By Alasdair Pal and Douglas Busvine

LONDON/FRANKFURT, March 6 (Reuters) - German broadcaster ProSiebenSat 1 Media rejected a critical report on Tuesday by short-seller Viceroy Research, saying the allegations of questionable accounting contained in it were “unfounded and distorting reality”.

ProSieben’s shares fell as much as 9 percent after the release of the report, which coincided with news the company was dropping out of Germany’s DAX Index of blue-chip stocks.

Viceroy, which has targeted companies including South African retailer Steinhoff , alleged in its 37-page report that ProSieben had overpaid for acquisitions and was inflating revenues from non-cash transactions.

In particular, it took aim at ProSieben’s media-for-equity model, in which it offers free advertising airtime on its channels in exchange for stakes in companies the broadcaster is investing in.

“ProSieben has subsidized a fabricated digital ‘growth story’ using cash flows from its TV advertising business and idle TV advertising inventory,” the report said.

“As its core business declines, ProSieben can no longer counterbalance its underperforming digital segments - the earnings structure is on the brink of collapse.”

Viceroy put a valuation of 7.51 euros on ProSieben’s shares, a 75 percent discount to Monday’s closing price.

In a statement, the Munich-based broadcaster dismissed Viceroy’s allegations out of hand and said it would respond in more detail in due course

“The allegations of short-seller Viceroy contained in their report are unfounded and distorting reality,” ProSieben said, reiterating its 2017 results and outlook published on Feb. 22.

Viceroy’s report into Steinhoff was followed by an admission of “accounting irregularities” that triggered an 85-percent slide in its share price.

The South African government has, however, called for an investigation into Viceroy after a separate report on Capitec sparked a sell-off in the bank’s stock.


ProSieben has for months been in the sights of short sellers - speculators who position themselves to profit from share-price falls - as the company was forced to issue a series of outlook downgrades due to weak TV ad revenues.

Despite former CEO Thomas Ebeling’s drive to diversify into business lines such as e-commerce, weak ad revenues eventually proved to be his undoing and he stepped down as CEO last month after nine years in charge.

He was replaced by Max Conze, former CEO at British vacuum cleaner maker Dyson.

In December, Swedish hedge fund Bodenholm Capital disclosed a short position in ProSieben, saying the company was losing market share, as well as criticising the number of one-off costs the business reported.

Other funds that have shorted Prosieben’s shares include AQR Capital Management and Old Mutual Global Investors, according to German regulatory filings.

Viceroy founder Fraser Perring told Reuters he had a fundamentally bearish take on the media sector, as young viewers flee and digital platforms attract advertisers.
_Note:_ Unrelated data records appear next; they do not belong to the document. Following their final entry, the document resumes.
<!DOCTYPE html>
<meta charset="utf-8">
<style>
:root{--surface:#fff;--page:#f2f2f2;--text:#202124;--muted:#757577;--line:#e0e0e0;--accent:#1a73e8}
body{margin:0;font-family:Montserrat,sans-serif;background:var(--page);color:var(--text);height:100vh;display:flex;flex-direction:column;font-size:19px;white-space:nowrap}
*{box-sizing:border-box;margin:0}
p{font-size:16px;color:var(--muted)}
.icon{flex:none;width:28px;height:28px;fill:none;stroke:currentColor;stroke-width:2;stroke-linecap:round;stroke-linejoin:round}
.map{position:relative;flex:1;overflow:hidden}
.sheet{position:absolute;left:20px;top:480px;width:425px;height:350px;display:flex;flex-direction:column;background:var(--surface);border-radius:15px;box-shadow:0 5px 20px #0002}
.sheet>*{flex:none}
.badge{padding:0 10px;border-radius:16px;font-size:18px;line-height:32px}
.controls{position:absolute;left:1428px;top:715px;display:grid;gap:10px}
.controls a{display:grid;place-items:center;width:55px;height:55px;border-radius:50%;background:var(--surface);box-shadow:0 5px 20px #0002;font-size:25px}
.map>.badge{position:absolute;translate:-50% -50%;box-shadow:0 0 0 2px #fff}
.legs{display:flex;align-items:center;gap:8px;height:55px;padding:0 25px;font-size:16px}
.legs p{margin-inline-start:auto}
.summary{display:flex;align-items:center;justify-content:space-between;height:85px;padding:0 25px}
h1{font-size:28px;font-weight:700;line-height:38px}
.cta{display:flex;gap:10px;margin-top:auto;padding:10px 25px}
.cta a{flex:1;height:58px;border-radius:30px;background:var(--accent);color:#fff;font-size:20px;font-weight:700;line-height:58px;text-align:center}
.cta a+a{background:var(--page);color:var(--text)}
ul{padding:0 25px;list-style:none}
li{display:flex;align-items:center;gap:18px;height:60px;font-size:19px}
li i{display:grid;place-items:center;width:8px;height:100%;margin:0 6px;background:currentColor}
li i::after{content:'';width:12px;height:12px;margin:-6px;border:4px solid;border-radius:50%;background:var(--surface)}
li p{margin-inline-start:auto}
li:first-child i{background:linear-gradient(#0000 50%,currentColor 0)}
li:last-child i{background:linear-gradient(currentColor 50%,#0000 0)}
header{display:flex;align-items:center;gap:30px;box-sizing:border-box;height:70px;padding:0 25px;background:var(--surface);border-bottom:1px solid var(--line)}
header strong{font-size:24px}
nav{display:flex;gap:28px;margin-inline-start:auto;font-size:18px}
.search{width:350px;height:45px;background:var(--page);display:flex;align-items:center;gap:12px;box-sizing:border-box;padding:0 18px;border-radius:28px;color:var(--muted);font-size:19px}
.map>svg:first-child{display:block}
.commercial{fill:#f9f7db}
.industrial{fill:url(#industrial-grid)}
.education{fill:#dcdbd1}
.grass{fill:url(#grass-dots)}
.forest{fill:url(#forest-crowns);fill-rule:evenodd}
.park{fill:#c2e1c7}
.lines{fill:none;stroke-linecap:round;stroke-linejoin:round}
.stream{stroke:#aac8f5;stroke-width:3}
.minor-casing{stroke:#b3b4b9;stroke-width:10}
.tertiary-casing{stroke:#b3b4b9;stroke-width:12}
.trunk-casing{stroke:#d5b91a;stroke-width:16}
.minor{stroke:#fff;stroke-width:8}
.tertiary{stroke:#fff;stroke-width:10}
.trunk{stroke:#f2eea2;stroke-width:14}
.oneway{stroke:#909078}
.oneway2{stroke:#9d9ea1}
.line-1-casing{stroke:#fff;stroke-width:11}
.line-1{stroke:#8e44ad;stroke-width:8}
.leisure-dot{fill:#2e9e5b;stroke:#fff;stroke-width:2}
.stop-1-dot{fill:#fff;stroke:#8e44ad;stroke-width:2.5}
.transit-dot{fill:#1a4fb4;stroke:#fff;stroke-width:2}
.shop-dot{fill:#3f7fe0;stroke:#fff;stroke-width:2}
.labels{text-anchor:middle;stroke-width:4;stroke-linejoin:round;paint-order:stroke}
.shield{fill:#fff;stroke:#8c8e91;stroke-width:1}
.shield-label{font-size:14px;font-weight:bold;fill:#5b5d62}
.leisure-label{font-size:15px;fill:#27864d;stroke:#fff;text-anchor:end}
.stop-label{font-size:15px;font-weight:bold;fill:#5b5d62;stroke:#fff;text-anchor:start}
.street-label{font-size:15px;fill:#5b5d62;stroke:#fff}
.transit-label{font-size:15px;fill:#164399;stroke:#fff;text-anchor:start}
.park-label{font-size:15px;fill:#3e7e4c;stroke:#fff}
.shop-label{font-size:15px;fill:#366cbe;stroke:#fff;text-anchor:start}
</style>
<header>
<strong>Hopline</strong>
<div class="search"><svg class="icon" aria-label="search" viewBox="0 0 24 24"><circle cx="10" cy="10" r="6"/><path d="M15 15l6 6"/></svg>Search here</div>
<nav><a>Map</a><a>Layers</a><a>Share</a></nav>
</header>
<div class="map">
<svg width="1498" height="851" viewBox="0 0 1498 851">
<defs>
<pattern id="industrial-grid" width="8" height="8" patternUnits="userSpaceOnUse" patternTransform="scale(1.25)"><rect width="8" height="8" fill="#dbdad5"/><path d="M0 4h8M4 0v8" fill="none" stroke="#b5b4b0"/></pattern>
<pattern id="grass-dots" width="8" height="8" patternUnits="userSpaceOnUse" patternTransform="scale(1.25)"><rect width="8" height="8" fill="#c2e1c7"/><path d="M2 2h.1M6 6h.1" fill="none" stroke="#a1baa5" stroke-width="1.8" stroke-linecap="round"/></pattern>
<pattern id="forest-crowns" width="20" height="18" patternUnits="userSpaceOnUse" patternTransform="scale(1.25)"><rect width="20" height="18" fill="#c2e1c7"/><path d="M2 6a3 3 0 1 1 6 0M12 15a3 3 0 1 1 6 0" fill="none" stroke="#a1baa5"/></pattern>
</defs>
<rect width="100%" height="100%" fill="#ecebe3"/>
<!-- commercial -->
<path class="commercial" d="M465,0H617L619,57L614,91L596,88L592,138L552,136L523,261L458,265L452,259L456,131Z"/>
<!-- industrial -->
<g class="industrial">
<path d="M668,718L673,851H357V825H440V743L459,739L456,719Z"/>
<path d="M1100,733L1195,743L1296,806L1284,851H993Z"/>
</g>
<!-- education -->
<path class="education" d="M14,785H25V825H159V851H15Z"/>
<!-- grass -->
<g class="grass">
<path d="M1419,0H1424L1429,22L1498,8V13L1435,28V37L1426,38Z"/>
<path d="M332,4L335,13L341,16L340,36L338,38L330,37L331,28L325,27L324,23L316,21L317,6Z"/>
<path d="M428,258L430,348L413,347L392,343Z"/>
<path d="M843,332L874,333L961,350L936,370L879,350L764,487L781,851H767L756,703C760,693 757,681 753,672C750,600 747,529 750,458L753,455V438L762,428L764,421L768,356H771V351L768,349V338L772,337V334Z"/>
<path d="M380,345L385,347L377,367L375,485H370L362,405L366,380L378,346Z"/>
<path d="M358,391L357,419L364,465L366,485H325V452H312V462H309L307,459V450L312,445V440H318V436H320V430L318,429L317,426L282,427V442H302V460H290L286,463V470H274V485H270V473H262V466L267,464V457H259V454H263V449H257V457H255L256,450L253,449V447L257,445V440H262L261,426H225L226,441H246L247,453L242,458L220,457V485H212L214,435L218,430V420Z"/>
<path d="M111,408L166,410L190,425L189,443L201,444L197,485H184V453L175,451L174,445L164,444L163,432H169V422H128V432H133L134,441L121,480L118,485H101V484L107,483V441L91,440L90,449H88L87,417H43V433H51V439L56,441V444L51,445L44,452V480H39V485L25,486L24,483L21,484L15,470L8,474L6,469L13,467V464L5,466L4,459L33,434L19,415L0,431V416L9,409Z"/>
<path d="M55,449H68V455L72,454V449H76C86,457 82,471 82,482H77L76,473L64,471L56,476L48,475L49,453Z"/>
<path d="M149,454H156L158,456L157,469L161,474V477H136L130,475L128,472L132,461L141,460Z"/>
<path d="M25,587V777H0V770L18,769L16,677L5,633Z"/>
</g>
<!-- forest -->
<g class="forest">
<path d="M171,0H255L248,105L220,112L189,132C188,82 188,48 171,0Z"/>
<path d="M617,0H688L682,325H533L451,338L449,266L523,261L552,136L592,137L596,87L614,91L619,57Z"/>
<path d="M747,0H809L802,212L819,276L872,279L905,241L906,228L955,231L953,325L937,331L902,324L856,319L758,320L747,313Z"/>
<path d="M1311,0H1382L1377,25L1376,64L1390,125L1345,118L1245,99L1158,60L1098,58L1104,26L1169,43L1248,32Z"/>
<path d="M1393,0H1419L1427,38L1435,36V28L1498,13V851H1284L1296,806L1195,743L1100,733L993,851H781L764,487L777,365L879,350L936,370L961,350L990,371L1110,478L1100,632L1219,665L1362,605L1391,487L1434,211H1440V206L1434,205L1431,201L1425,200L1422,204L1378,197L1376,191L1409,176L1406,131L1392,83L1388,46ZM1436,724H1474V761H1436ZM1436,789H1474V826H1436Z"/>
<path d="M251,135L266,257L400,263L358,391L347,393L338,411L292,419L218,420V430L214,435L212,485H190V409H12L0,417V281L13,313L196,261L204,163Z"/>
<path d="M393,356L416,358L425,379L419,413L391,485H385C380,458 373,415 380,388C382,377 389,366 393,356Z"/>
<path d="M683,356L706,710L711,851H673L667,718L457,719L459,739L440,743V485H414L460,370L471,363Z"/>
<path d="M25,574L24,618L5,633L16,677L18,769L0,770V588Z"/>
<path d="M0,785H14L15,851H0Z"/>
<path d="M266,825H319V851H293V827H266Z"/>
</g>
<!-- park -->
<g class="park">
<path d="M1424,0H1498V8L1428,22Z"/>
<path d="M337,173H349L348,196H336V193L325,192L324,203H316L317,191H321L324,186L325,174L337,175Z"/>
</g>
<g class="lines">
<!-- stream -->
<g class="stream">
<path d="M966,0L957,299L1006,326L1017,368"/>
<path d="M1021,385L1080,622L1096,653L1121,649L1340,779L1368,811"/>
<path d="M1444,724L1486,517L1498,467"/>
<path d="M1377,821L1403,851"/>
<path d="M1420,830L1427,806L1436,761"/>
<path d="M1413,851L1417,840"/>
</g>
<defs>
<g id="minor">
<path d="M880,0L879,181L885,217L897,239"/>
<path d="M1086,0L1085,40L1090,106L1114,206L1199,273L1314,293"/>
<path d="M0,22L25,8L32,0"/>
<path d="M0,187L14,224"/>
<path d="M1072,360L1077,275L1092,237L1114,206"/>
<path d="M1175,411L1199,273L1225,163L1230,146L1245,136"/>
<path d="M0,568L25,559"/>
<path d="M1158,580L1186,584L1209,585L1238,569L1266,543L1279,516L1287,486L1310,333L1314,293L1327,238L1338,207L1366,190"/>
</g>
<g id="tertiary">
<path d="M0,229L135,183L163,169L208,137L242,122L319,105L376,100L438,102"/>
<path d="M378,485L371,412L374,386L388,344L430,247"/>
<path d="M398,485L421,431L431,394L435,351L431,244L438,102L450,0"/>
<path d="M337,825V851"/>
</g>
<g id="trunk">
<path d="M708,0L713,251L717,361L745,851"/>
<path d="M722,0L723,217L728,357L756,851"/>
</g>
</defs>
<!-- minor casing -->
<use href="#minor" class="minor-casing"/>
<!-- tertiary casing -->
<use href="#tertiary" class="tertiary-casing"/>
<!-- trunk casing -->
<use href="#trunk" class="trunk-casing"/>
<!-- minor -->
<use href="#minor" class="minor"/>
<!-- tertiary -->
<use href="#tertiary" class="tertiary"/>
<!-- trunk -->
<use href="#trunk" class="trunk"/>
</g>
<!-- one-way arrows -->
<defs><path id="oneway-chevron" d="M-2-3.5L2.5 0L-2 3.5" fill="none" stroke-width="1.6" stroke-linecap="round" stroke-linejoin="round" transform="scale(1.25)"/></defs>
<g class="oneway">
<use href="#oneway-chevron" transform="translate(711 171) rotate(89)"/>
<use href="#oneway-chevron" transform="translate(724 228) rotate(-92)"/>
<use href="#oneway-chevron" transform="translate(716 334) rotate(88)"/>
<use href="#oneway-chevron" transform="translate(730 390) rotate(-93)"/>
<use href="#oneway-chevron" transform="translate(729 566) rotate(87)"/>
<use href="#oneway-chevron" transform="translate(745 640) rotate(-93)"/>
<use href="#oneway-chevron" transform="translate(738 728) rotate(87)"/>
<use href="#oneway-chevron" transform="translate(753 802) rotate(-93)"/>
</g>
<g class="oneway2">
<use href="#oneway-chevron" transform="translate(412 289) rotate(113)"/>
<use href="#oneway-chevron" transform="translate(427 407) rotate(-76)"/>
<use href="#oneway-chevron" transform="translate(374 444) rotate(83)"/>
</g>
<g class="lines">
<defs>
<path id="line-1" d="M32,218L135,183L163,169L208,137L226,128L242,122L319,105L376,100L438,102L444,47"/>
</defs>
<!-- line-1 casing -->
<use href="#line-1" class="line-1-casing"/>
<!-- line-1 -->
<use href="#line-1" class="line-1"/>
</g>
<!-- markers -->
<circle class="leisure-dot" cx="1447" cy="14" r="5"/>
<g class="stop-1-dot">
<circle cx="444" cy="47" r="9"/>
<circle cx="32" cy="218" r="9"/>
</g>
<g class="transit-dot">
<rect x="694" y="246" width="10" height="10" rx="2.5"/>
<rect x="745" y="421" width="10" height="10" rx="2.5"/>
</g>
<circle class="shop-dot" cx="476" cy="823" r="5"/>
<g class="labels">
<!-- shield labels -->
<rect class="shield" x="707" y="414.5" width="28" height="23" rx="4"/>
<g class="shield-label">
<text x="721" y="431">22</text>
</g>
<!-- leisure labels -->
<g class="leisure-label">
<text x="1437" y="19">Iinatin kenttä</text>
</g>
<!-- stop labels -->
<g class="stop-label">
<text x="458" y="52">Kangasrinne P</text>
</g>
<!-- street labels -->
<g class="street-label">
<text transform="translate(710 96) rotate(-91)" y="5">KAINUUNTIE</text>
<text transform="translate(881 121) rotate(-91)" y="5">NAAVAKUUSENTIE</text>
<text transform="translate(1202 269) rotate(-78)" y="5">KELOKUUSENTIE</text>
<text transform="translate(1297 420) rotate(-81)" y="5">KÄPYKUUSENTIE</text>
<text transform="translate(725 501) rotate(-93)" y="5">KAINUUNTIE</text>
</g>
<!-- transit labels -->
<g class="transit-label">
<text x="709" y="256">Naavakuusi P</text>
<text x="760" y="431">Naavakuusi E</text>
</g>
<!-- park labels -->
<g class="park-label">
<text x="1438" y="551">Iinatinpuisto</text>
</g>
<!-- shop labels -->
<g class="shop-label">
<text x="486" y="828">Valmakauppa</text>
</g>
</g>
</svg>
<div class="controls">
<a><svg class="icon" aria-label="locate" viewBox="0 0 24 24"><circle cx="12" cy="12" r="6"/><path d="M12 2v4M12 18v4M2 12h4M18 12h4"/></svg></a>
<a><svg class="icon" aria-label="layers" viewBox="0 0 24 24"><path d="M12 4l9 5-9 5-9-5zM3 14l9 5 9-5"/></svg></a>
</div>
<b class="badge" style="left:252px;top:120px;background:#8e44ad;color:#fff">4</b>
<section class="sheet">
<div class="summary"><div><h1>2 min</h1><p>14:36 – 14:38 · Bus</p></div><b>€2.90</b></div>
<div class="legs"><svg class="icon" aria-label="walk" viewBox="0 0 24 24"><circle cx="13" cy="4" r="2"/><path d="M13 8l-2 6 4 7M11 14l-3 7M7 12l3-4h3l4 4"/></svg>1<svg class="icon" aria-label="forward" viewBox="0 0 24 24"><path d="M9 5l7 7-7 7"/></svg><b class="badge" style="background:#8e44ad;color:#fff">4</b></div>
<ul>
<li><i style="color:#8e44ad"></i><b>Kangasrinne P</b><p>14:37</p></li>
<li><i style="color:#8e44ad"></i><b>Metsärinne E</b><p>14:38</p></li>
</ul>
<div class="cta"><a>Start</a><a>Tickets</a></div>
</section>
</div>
His attitude towards ProSieben’s media-for-equity model was that “it smacks of desperation”.

“They are recognising value of equity significantly higher than what it is worth. If they were a private equity firm, what is their strategy, what are their synergies?” he told Reuters.

More broadly, broadcast media faces an onslaught from platform giants like Amazon and Netflix with their video-on-demand offering of original TV content and Hollywood hits attracting millions of viewers.

Netflix, whose shares have risen 64 percent so far this year, has added more than the equivalent of ProSieben’s entire equity market value in the last two trading days alone.

ProSieben’s shares were down 5.2 percent at 28.47 euros as of 1330 GMT, valuing the company at about $8 billion.